You are pushing the top pairs. Do you feel you’re getting closer to that level?
Josephine: Every match this year we’ve gone close, although honestly we’ve had some bad games in there as well, but the ones where we actually played our level, we’ve gone close. But I feel we’ve lacked experience, like when the game is close, what kind of tactics should we use. Sometimes we tend to go for too much, we’re too desperate for that first big win. We can make all these excuses, but it’s all on us to handle it.
What aspects of your game do you need to improve?
Josephine: Speed, strength, overall decision-making. Every venue is different. So there’s drift going one way, or side drift… or the bird’s slow or fast, so to me it’s learning to adapt to those things. I feel I have trouble adjusting to the venue.
Joshua: You can see that each venue is different, no two tournaments are the same. Maybe the lights are weird, or maybe it’s darker; some venues the wind is blowing in different ways. You can’t play the same way and expect it to work.
Considering there aren’t many strong mixed doubles pairs in Canada, how do you manage your sparring?
Joshua: We don’t train together. We kind of do our own thing and come together only during tournaments. For me to get to her place is a four or five-hour flight.
Josephine: We find other countries asking us to spar with them, which is really nice. Before, no one knew who we were, but now we’re starting to make connections and we’re consistently meeting in top tournaments, and they’re asking us to spar.
What does it mean to be a pair from Canada doing so well?
Joshua: It’s very interesting. Against the big teams, when we were on the circuit for the first time, no one knew who we were, they kind of looked down on us, and when they played us, they started to take us a bit more seriously. That happens during the game, and it makes us feel good. At the beginning they were messing around with us, and then they take us a bit more seriously, that’s a good feeling.

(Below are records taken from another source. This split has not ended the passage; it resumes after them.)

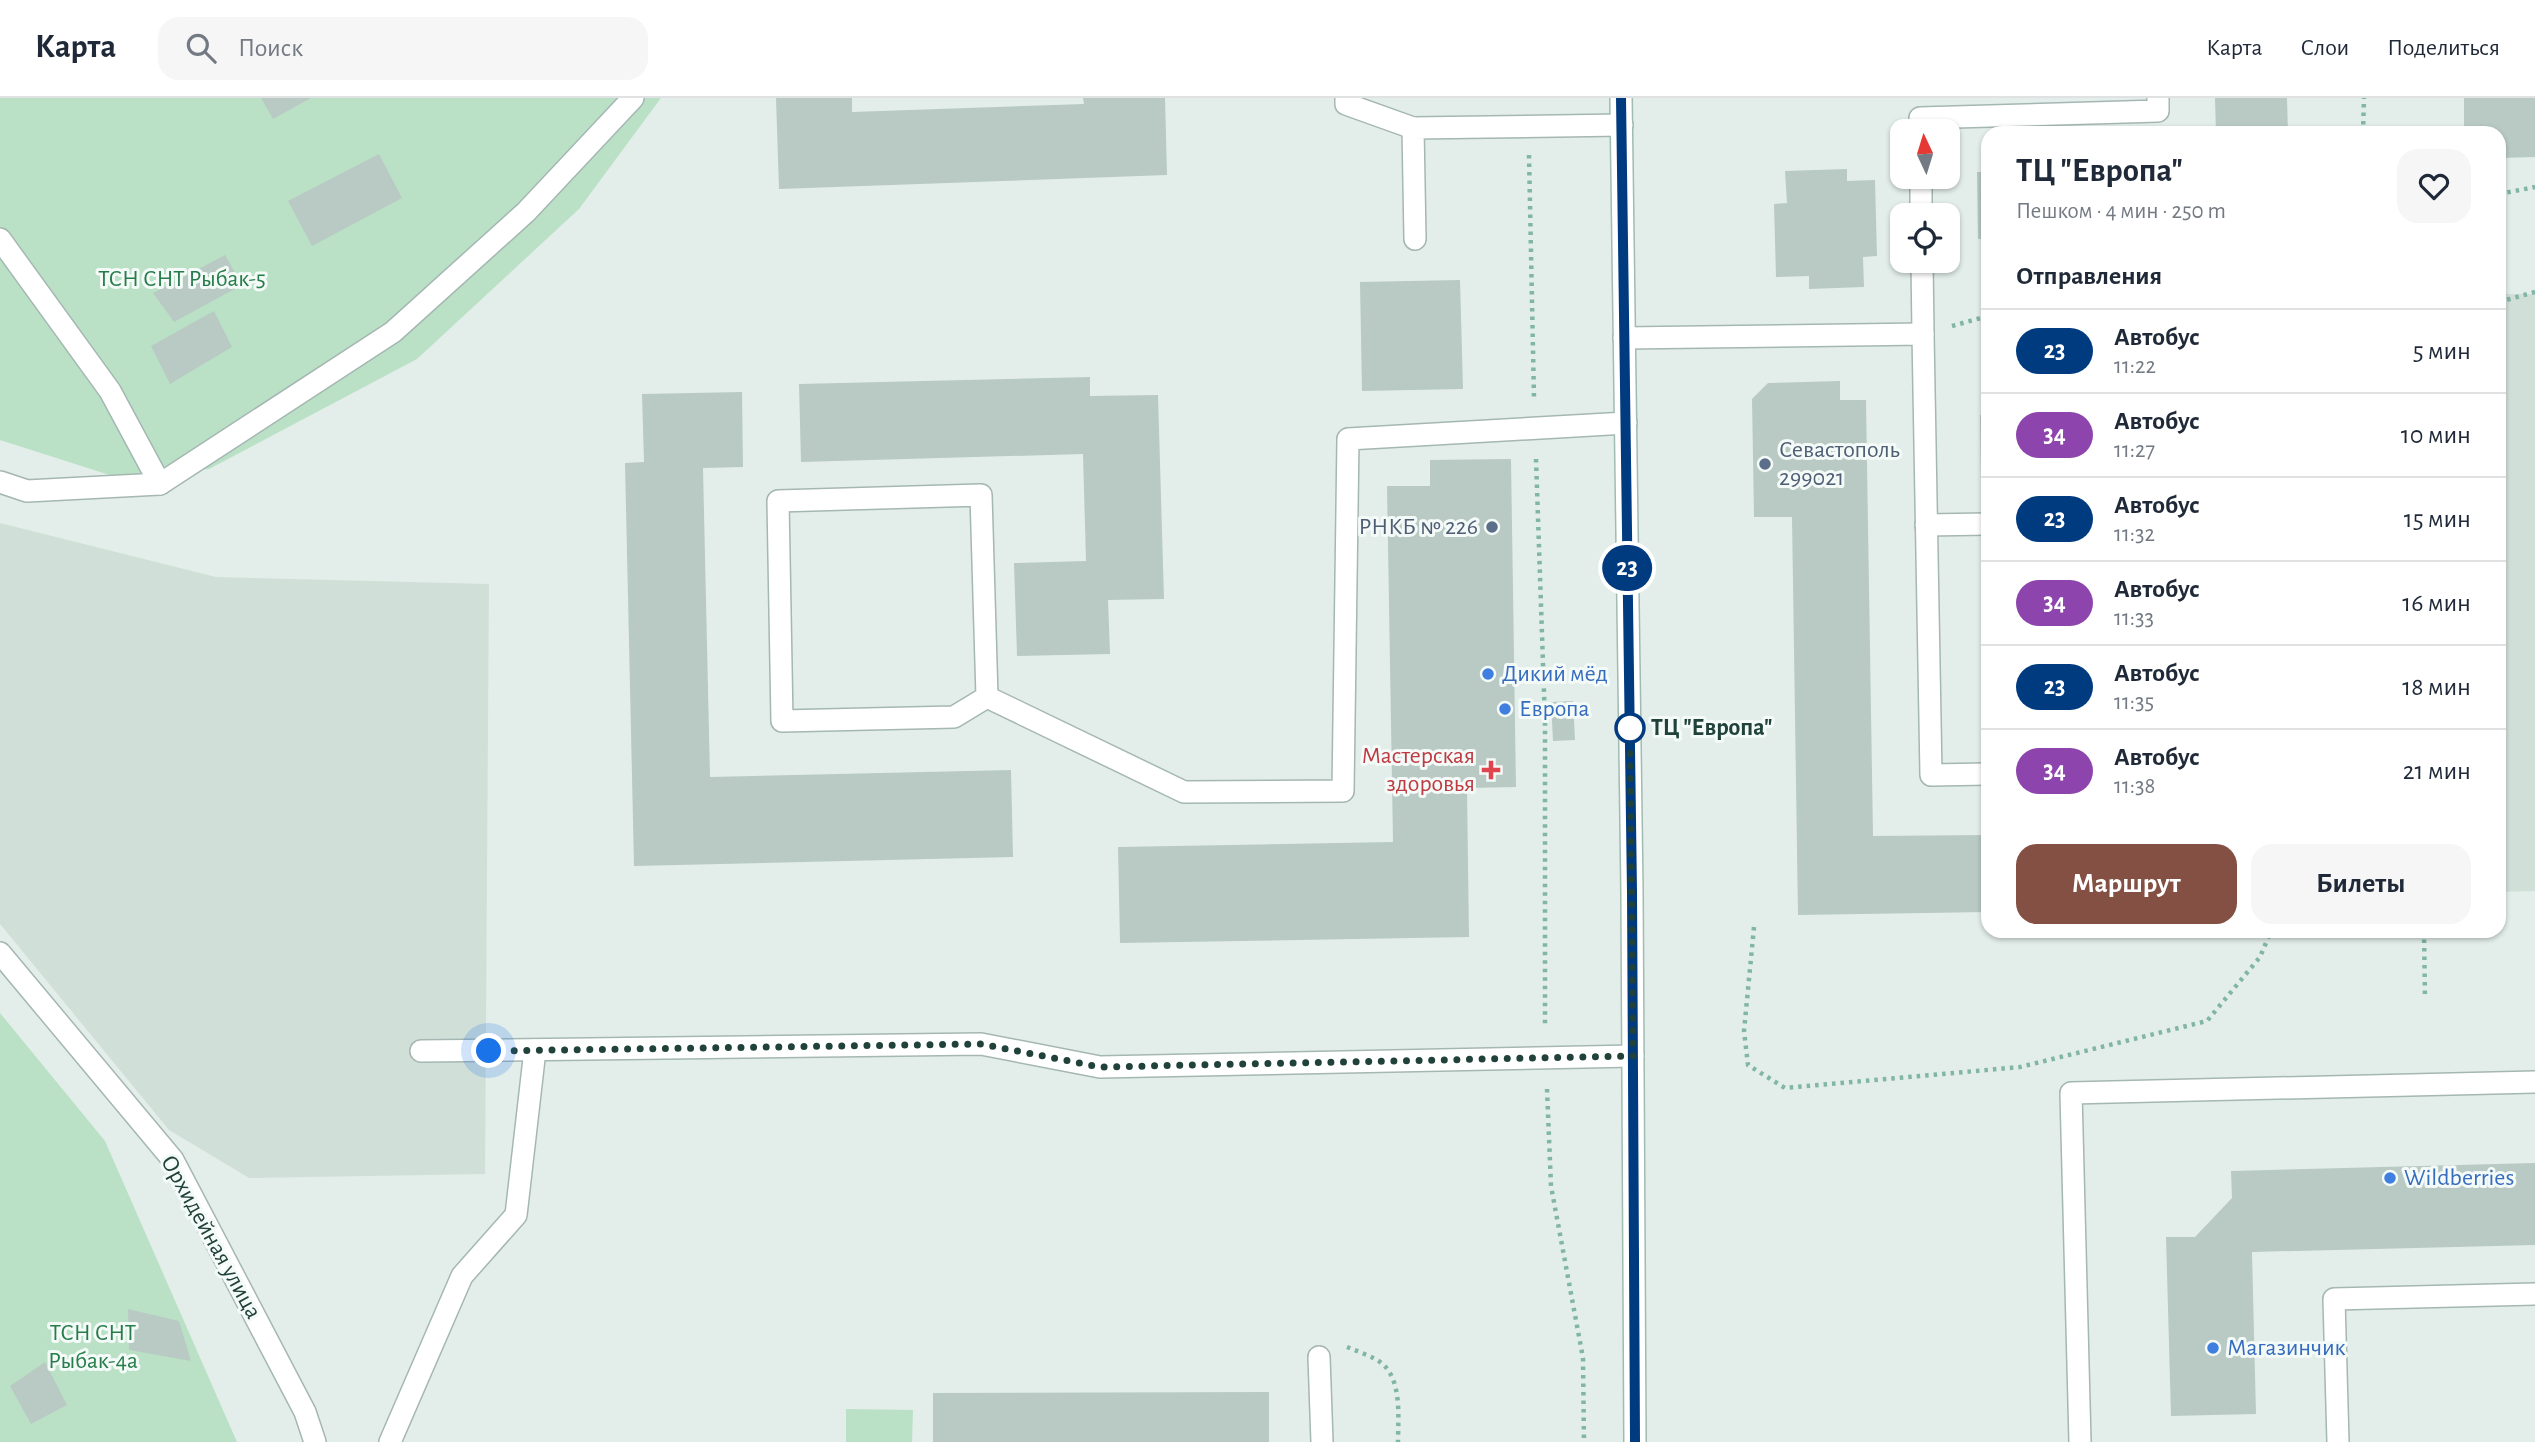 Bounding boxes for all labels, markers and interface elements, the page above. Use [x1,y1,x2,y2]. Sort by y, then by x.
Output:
search box [158,17,648,80]
icon: search [182,29,220,67]
text: Карта [35,31,116,64]
text: Поиск [238,35,303,61]
text: Карта [2206,36,2262,60]
text: Слои [2300,36,2349,60]
text: Поделиться [2387,36,2500,60]
north arrow [1890,119,1960,189]
map controls [1890,119,1960,273]
button: heart [2397,149,2471,223]
text: ТЦ "Европа" [2016,155,2183,188]
text: Пешком · 4 мин · 250 m [2016,200,2226,223]
button: locate [1890,203,1960,273]
text: Отправления [2016,263,2162,289]
park label: ТСН СНТ Рыбак-5 [98,267,266,291]
text: Автобус [2114,324,2200,350]
text: 5 мин [2413,338,2471,364]
text: 23 [2044,339,2065,363]
text: 11:22 [2114,355,2156,378]
text: Автобус [2114,408,2200,434]
text: 10 мин [2401,422,2471,448]
text: 34 [2043,423,2066,447]
place label: Севастополь 299021 [1779,438,1900,490]
text: 11:27 [2114,439,2155,462]
marker: Севастополь 299021 [1757,456,1773,472]
text: Автобус [2114,492,2200,518]
text: 15 мин [2404,506,2471,532]
text: 23 [2044,507,2065,531]
place label: РНКБ № 226 [1358,515,1478,539]
marker: РНКБ № 226 [1484,519,1500,535]
text: 11:32 [2114,523,2155,546]
line badge: 23 [1596,545,1658,591]
text: 23 [1616,556,1638,580]
text: Автобус [2114,576,2200,602]
text: 16 мин [2402,590,2471,616]
text: 34 [2043,591,2066,615]
text: 11:33 [2114,607,2154,630]
text: Автобус [2114,660,2200,686]
place label: Дикий мёд [1502,662,1608,686]
marker: Дикий мёд [1480,666,1496,682]
text: 18 мин [2402,674,2471,700]
text: 23 [2044,675,2065,699]
text: 11:35 [2114,691,2154,714]
place label: Европа [1519,697,1590,721]
marker: Европа [1497,701,1513,717]
marker: ТЦ "Европа" [1615,713,1645,743]
place label: ТЦ "Европа" [1651,716,1772,740]
place label: Мастерская здоровья [1361,744,1475,796]
text: Автобус [2114,744,2200,770]
text: 21 мин [2403,758,2471,784]
text: 34 [2043,759,2066,783]
marker: Мастерская здоровья [1481,760,1501,780]
text: 11:38 [2114,775,2155,798]
button: Маршрут [2016,844,2237,924]
button: Билеты [2251,844,2471,924]
your location [471,1033,506,1068]
street label: Орхидейная улица [156,1151,266,1323]
place label: Wildberries [2404,1166,2514,1190]
marker: Wildberries [2382,1170,2398,1186]
park label: ТСН СНТ Рыбак-4а [48,1321,138,1373]
place label: Магазинчик [2227,1336,2345,1360]
marker: Магазинчик [2205,1340,2221,1356]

Josephine: Even though we’re from Canada, and we’re less privileged, I don’t want to see myself as less than anyone else. I feel like I have got more attention from people in Canada. I’m not satisfied just yet, still chasing, still learning, trying to do my best.
What’s the run-up to the Olympics looking like?
Josephine: That’s the hard part of planning, especially without a coach or physio, it’s hard to play so many tournaments at the same time. I felt we need experience against the top guns, that’s why we kept entering more tournaments. For three-four months, we played four tournaments in a row, and we had a break for a week, and then four months in a row, and then we burnt out in the end. Now we’re more mindful of that.
This is a good period in Canadian badminton, with strong prospects in all five categories…
Joshua: I think it’s a record for Canada for the number of people qualifying in badminton. There are seven of us.
Josephine: Our country has really evolved. You notice it at the junior level. Michelle Li has proved she can make it out there, even not given all these subsidies that other countries give. She’s a really good role model for the juniors. Everyone’s pushing their level up.
Joshua: At our clubs, a lot of kids ask me to train with them, and they say they watch me on YouTube. When I was growing up, I didn’t have someone who was a role model, because there was no one doing what we are doing.
Once we actually make the Olympics, we will have a bigger impact at our clubs.
Josephine: A lot of younger people are asking me for advice, and asking me for a plan. It’s kind of cool that a year ago I had none of this experience, and now I have all this insight.